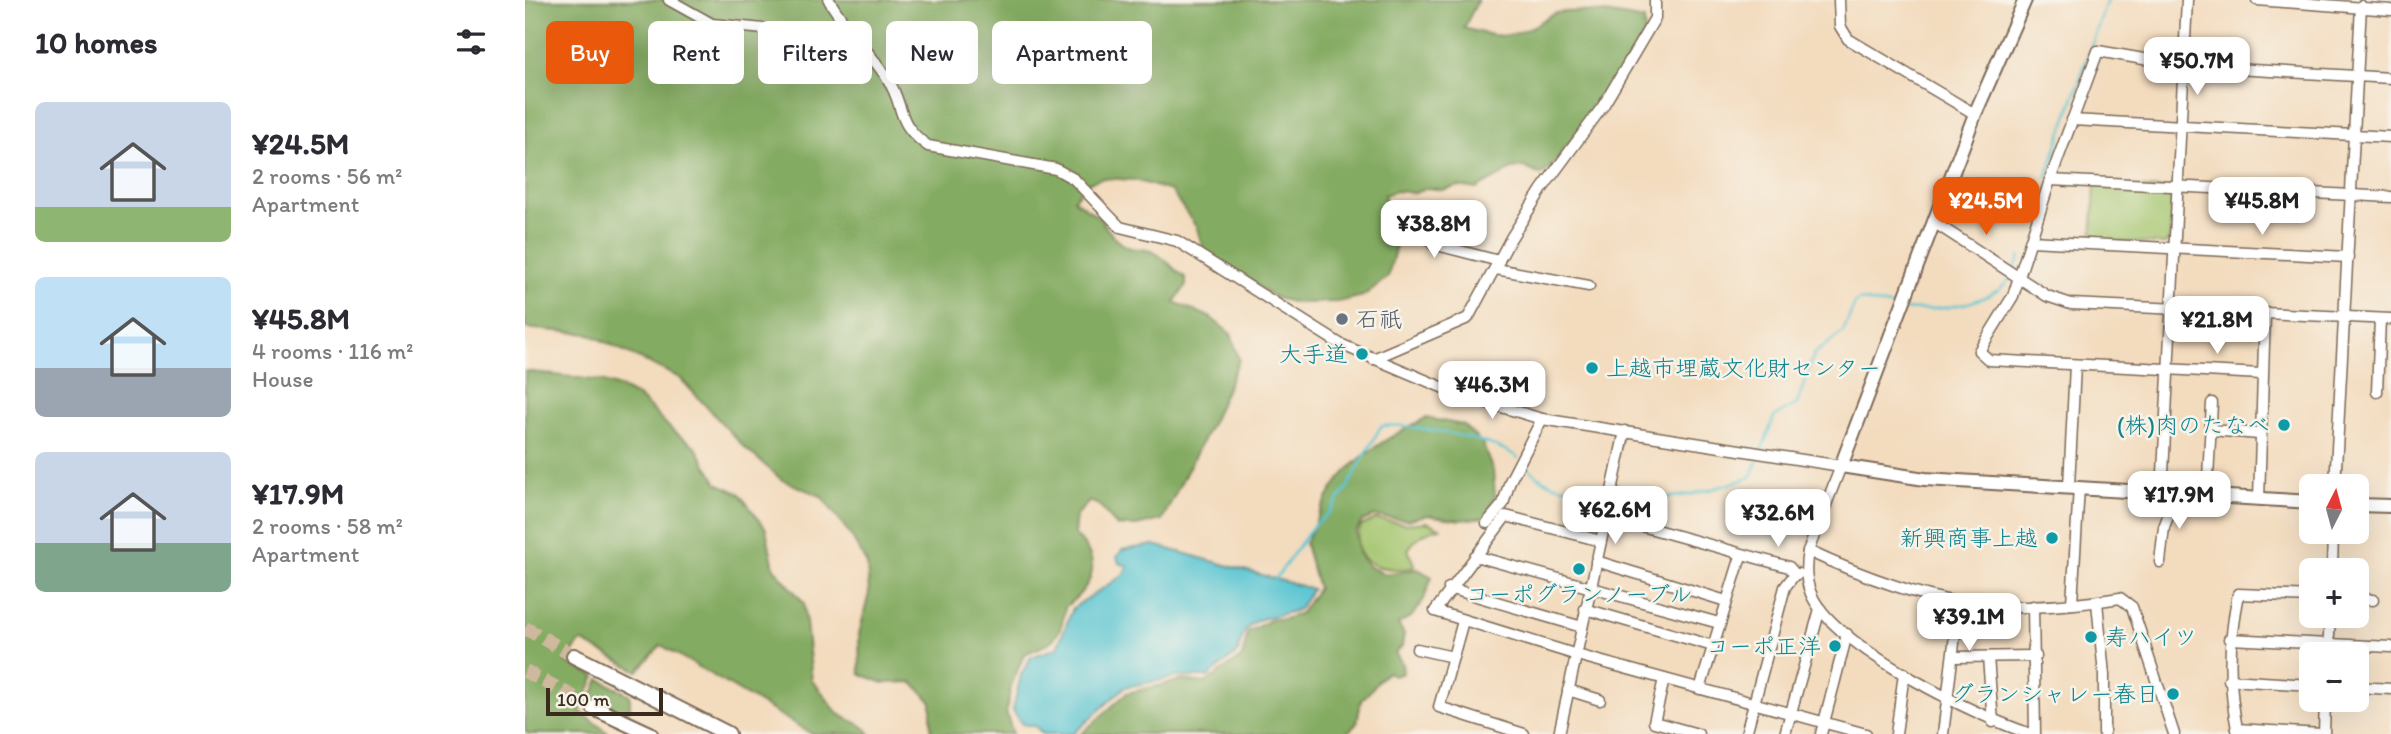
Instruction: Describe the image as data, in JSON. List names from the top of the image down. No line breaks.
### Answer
{"places":["石祇","大手道","上越市埋蔵文化財センター","(株)肉のたなべ","新興商事上越","コーポグランノーブル","寿ハイツ","コーポ正洋","グランシャレー春日"],"scale_bar":"100 m","north":"top","page":{"heading":"10 homes","chip":["Buy","Rent","Filters","New","Apartment"],"price":["¥50.7M","¥24.5M","¥45.8M","¥38.8M","¥21.8M","¥46.3M","¥17.9M","¥62.6M","¥32.6M","¥39.1M"],"list":[{"name":"¥24.5M","note":"2 rooms · 56 m² · Apartment"},{"name":"¥45.8M","note":"4 rooms · 116 m² · House"},{"name":"¥17.9M","note":"2 rooms · 58 m² · Apartment"}],"map_buttons":["+","−"],"scale":"100 m"}}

◆ ◆ ◆ ◆ ◆

> [WORK TO BE COMPLETED]: Could you print the listing above word for word, without its pictures?

> [REPLY]:
Instruction: Describe the image as data, in JSON. List names from the top of the image down. No line breaks.
### Answer
{"places":["石祇","大手道","上越市埋蔵文化財センター","(株)肉のたなべ","新興商事上越","コーポグランノーブル","寿ハイツ","コーポ正洋","グランシャレー春日"],"scale_bar":"100 m","north":"top","page":{"heading":"10 homes","chip":["Buy","Rent","Filters","New","Apartment"],"price":["¥50.7M","¥24.5M","¥45.8M","¥38.8M","¥21.8M","¥46.3M","¥17.9M","¥62.6M","¥32.6M","¥39.1M"],"list":[{"name":"¥24.5M","note":"2 rooms · 56 m² · Apartment"},{"name":"¥45.8M","note":"4 rooms · 116 m² · House"},{"name":"¥17.9M","note":"2 rooms · 58 m² · Apartment"}],"map_buttons":["+","−"],"scale":"100 m"}}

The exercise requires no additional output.